Et Bertrand Réau d'ajouter: "Son service terminé, Paul Morihien se lance dans l’achat et la vente de « livres rares ». Il n’a pas fait d’études, mais il connaît « le circuit ». Il gagne sa vie ainsi lorsque Jean Marais lui propose d’être secrétaire personnel de Jean Cocteau . C’est un service qu’il demande à Paul Morihien car il doit partir un an pour un tournage en Italie et il ne veut pas que Jean Cocteau « retombe » dans l’opium. Il confie à son ami Paul Morihien la charge de s’occuper des tâches administratives de Jean Cocteau et de « prendre soin » de lui."  On trouve dans les lettres d'Italie de Jean Marais la confirmation de ces dispositions. Il s'inquiète régulièrement de savoir: "Paul est-il à la maison?" Au dos de plusieurs de ses lettres à Cocteau, Marais ajoute fréquemment quelques lignes directement destinées à Morihien.

27 janvier 1943, à Paul “Hélas je ne serai pas là pour Antigone... Je crois que tu deviens un merveilleux collaborateur pour Jean. Bravo!..."
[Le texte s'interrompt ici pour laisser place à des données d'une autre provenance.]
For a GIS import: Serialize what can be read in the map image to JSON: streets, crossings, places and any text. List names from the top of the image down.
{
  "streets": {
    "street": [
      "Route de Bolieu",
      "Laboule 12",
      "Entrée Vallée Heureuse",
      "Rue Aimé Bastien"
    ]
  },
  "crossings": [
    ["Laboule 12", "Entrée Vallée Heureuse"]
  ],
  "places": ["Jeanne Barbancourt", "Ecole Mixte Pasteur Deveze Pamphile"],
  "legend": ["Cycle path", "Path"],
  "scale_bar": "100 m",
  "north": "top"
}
 23 février 1943: “ Je ne sais plus ce que tu fais, où tu es, rien de toi. La dernière lettre que j’ai eu de Jean me disait que tu étais dans le midi à la recherche de Bébé [Christian Bérard]. L’as-tu ramené? Es-tu resté?... J’ai l’impression d’avoir été absent 20 ans..."

”.

Reste une certitude: à peine l'a-t-il rencontré que Cocteau immortalise par un dessin le jeune Paul.

Quand décide-t-il de le faire servir à un projet de plus grande envergure? Il faudra attendre mars 1943...

A défaut de photographies d'époque de Paul Morihien, voici le portrait qu'en dressa Violette Leduc (celle que Beauvoir ne désigne jamais que comme "la femme laide"), invitée à Milly en juillet 1947, tandis qu'elle rédige les dernières pages de L'Affamée.

"Il est jeune. Il est froid. Il me suffoque. Je ne m'appesantis pas sur ses yeux bleus. Ils sont vides. J'ai le vertige au bord du glacier. La bouche est petite. C'est une broderie terminée. Elle a des rapports de justice avec le front. La coupe des joues est une coupe retenue. Entre la bouche et le front, c'est la mesure sublime du nez selon le canon grec. C'est le titre de noblesse. Pas trop en fer, pas trop en chair. La pointe plonge fatalement dans la gorge d'une déesse."